Revenue in the company’s fiscal Q2 results was down 8 percent year-on-year to €2.2 billion; it was down 9.6 percent for H1 2020.

SGRE said €56 million of additional costs could be traced directly to the impact of coronavirus courtesy of project delays, logistics and manufacturing shutdowns.

“There is a significant amount of indirect costs triggered by inefficiencies and other [factors]...the high volatility, for instance, of financial markets,” Markus Tacke, CEO of Siemens Gamesa, said during a conference call with reporters on Wednesday.

Market leader Vestas posted its own loss on Tuesday with the coronavirus crisis again cited as the chief cause. Restrictions on travel are causing problems for both companies, from the boardroom level through to frontline engineering.

Working around coronavirus restrictions, factory closures

“At the end of March, we wanted to close a contract in Italy; it was virtually impossible to get the signature on the paper to do financial close because of the situation at the time," Tacke said. 

"I planned to go to India, also at the end of March, to negotiate and finalize larger contracts, and India was locked down. Access for foreigners was not allowed anymore,” he said, adding that it was assumed these deals would still happen but that close would have to wait until later in the year.

For wind construction specialists and service engineers, the challenge is about working around quarantine restrictions, with Norway as one painful example for SGRE.

The company has already taken a €150 million hit from project delays there created by an early winter. Now Norway is imposing a 14-day mandatory quarantine for travelers arriving in the country, regardless of whether they are showing any symptoms.

SGRE's industry-leading offshore operations are reliant on a regime of testing for all employees. Crews are tested, then quarantined while the results come back. If all the tests come back negative, the entire crew will be sent offshore for a period of four weeks, instead of the usual two-week shift pattern, in an attempt to reduce the potential for infections.

Siemens Gamesa, like its competitors, has had to contend with the closure of manufacturing facilities in Spain, the U.K. and elsewhere. As it stands, facilities currently are only closed in Mexico and India, the latter having prolonged its extensive lockdown for another two weeks.

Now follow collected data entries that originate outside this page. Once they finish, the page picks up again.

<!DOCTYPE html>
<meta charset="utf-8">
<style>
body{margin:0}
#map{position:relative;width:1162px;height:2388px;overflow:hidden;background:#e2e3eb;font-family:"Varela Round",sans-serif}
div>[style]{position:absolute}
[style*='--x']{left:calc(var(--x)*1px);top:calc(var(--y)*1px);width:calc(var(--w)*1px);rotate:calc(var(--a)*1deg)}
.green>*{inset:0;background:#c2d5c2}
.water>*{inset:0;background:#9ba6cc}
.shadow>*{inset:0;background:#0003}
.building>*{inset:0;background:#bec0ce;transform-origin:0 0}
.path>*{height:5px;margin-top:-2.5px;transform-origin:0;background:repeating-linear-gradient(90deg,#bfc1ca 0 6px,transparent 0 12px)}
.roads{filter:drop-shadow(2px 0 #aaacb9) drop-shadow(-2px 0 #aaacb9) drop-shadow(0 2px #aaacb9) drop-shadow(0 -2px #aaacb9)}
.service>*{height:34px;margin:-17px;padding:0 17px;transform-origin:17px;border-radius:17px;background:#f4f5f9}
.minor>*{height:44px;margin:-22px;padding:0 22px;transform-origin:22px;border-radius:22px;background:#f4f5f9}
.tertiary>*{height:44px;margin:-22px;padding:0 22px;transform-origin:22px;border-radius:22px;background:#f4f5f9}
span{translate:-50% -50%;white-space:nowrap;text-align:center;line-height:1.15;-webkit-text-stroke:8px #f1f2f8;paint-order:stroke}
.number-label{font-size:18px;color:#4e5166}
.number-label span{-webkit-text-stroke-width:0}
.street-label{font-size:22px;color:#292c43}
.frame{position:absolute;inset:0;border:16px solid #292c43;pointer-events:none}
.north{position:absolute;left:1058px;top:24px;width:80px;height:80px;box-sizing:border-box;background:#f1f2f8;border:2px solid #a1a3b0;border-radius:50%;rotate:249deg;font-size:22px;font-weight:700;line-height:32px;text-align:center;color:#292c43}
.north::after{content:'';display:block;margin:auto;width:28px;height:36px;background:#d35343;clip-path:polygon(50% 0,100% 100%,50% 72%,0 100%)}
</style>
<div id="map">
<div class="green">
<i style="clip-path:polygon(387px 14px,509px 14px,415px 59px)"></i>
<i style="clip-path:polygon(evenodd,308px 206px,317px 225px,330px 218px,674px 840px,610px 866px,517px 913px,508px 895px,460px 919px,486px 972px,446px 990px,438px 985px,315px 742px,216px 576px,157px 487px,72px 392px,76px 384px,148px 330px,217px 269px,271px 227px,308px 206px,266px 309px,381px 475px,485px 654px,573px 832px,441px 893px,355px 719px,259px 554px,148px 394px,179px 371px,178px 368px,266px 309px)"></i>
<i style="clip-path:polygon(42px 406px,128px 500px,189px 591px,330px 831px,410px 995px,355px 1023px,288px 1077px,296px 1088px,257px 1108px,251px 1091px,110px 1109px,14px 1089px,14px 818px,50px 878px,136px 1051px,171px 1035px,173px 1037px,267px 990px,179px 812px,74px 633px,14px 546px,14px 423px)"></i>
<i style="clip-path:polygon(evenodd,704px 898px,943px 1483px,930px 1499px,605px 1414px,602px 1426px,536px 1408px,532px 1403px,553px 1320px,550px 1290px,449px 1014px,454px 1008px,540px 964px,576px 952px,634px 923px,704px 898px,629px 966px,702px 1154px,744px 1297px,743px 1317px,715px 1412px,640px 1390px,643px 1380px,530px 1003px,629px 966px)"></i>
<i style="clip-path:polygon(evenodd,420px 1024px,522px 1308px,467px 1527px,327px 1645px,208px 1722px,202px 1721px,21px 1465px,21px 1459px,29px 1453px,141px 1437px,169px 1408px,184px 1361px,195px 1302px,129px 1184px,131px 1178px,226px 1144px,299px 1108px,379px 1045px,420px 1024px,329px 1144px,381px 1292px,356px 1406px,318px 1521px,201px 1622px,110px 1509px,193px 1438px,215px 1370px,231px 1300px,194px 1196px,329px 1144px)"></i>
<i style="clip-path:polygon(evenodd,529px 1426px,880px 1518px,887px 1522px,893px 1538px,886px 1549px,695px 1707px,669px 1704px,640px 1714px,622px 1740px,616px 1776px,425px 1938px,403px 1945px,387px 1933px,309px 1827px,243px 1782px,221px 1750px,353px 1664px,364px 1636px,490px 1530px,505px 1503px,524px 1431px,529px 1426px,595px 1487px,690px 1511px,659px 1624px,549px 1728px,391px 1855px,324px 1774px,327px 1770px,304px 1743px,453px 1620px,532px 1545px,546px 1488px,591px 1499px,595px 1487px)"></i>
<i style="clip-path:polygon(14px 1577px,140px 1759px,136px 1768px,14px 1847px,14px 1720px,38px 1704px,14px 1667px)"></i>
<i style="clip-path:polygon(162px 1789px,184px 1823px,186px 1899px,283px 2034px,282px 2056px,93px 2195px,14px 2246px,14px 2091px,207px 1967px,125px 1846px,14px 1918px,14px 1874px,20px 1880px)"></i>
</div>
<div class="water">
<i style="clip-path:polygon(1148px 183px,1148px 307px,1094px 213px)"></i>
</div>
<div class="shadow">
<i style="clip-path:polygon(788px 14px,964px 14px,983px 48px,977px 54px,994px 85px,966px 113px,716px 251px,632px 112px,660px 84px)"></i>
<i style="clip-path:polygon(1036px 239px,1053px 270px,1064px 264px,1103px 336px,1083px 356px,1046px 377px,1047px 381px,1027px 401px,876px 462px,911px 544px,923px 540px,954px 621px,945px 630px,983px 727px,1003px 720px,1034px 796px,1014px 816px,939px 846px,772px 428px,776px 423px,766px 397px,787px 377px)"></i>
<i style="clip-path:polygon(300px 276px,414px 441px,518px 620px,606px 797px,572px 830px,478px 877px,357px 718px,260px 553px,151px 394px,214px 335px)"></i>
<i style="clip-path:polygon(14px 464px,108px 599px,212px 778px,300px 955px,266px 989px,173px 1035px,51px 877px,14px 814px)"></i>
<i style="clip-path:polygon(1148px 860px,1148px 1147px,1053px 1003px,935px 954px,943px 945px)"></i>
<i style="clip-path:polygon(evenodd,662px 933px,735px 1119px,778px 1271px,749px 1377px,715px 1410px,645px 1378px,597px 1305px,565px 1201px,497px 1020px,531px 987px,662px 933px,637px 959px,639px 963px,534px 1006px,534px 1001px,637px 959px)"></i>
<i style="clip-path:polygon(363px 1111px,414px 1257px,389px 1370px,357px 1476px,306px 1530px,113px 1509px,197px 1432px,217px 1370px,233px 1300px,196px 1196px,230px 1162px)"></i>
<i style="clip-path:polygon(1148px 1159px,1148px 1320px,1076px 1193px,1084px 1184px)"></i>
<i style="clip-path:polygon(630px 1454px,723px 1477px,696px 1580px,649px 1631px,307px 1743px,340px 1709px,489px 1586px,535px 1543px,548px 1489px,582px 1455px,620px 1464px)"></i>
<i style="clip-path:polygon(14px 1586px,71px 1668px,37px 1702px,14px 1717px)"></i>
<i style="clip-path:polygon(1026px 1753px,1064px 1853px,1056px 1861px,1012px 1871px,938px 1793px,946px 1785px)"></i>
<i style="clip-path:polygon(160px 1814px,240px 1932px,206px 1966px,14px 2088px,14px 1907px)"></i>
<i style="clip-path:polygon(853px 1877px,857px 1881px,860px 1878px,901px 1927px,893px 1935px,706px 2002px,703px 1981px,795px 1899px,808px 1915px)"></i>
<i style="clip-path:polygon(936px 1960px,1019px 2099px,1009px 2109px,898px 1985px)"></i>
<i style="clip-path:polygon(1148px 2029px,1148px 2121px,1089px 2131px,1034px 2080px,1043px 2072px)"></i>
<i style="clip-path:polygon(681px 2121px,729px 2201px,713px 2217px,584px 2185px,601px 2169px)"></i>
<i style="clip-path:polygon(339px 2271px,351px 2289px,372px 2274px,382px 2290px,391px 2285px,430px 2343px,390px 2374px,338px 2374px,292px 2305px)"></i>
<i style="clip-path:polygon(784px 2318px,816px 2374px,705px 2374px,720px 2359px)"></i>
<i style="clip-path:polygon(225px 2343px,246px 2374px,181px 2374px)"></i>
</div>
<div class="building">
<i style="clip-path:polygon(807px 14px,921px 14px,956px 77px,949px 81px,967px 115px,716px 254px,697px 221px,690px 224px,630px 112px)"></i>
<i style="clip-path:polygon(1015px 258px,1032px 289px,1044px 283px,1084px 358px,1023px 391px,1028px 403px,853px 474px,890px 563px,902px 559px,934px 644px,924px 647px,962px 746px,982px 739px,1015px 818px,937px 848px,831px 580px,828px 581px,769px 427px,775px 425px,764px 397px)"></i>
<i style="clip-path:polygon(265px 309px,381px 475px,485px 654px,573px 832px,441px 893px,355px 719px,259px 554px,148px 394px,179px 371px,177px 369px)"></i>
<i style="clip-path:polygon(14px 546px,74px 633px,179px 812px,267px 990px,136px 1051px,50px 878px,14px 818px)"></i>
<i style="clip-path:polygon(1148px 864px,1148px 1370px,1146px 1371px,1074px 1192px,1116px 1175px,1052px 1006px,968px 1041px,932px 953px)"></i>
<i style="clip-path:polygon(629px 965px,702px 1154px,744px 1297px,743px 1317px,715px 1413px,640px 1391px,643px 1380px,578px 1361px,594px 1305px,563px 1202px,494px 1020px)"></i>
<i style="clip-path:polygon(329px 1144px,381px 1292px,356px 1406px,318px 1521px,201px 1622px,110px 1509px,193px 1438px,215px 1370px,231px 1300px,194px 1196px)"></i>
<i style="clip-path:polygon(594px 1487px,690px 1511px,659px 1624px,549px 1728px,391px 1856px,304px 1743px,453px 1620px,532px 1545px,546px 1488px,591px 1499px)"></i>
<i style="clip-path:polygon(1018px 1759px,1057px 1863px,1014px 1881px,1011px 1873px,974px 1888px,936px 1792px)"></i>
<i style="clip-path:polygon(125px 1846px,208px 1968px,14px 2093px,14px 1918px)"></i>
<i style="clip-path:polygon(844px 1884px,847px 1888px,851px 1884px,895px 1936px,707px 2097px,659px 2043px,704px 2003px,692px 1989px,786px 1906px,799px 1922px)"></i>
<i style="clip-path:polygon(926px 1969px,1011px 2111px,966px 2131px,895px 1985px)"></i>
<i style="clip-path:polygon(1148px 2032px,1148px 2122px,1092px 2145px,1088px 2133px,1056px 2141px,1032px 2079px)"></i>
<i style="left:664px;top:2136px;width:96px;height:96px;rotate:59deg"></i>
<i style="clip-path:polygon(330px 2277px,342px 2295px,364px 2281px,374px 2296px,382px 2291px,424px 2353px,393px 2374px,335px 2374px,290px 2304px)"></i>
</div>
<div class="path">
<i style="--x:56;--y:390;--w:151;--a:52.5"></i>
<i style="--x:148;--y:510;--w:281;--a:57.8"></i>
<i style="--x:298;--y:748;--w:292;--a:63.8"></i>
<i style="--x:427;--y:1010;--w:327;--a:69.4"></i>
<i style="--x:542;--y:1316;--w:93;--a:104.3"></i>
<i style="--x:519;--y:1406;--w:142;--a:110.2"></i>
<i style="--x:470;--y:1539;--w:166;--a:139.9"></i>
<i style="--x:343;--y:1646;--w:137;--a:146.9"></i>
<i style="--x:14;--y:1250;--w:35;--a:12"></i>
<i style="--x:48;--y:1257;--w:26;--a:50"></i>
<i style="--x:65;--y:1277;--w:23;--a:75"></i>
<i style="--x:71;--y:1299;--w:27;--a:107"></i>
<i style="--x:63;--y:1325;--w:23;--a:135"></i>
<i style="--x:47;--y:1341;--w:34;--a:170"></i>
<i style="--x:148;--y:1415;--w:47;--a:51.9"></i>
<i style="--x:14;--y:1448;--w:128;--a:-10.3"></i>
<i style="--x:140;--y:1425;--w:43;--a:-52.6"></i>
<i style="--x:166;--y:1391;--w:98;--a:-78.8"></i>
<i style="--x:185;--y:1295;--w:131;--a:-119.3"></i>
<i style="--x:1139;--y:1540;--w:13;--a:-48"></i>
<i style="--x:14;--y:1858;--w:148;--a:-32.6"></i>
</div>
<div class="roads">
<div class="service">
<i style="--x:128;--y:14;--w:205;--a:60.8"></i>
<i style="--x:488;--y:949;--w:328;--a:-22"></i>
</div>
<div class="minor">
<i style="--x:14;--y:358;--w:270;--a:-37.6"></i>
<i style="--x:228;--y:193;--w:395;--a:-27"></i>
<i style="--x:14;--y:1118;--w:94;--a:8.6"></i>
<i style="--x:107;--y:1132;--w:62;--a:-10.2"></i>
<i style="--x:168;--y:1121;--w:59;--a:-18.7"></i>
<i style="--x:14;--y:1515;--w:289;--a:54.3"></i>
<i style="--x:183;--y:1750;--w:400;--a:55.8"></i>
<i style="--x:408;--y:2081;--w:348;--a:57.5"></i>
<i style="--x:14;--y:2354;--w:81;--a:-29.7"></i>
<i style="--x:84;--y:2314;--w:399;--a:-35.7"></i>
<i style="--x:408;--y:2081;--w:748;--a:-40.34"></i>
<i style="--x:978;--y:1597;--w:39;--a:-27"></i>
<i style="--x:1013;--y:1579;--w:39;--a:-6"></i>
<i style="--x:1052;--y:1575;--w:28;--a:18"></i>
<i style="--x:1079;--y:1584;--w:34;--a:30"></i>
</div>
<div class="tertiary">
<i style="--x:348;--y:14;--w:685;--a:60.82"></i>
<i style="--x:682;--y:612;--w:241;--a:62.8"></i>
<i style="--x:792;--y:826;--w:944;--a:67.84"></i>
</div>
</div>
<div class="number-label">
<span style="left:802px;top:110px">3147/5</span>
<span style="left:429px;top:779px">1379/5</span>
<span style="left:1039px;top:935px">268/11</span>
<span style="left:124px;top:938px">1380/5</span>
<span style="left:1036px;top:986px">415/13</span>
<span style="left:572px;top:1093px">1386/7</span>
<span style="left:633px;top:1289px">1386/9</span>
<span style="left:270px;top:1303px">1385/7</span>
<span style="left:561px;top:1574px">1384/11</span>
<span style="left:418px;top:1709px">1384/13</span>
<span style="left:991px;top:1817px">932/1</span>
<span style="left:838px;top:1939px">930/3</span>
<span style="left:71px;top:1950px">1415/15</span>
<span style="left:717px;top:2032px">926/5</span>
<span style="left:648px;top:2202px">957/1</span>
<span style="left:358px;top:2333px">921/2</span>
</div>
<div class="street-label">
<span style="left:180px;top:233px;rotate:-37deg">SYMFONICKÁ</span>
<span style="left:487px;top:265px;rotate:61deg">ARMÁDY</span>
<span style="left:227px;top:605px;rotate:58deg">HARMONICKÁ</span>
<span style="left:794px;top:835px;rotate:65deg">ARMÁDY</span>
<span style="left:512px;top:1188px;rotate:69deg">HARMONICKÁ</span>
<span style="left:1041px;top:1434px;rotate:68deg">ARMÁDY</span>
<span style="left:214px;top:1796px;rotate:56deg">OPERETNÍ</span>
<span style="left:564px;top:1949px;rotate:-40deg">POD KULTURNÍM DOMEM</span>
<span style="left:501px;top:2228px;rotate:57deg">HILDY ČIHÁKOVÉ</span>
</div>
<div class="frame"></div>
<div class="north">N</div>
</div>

So far, 110 of SGRE's employees have tested positive for COVID-19, with two sent to intensive care. Both have now recovered, the company said.

Senvion deal and offshore

Siemens Gamesa’s acquisition of Senvion’s European service business and Portuguese blade manufacturing facility have both now reached financial close. The rolling 12-month tally for service contracts is up 75 percent compared to where it was at this time in 2019.

The addition of the deal for the Ria blade facility, completed at the end of April, comes during a global supply chain crunch around blades. With Wood Mackenzie now expecting a reduction of 4.9 gigawatts in total installations in 2020, that pinch could be slightly lessened.

Siemens Gamesa’s offshore business continued to rack up orders last quarter, including more than 1.1 gigawatts from Ørsted for the German projects Borkum Riffgrund 3 (900 megawatts) and Gode Wind 3 (242 megawatts). SGRE has firm orders totaling 5.5 gigawatts for offshore turbines and a conditional pipeline of 10.7 gigawatts.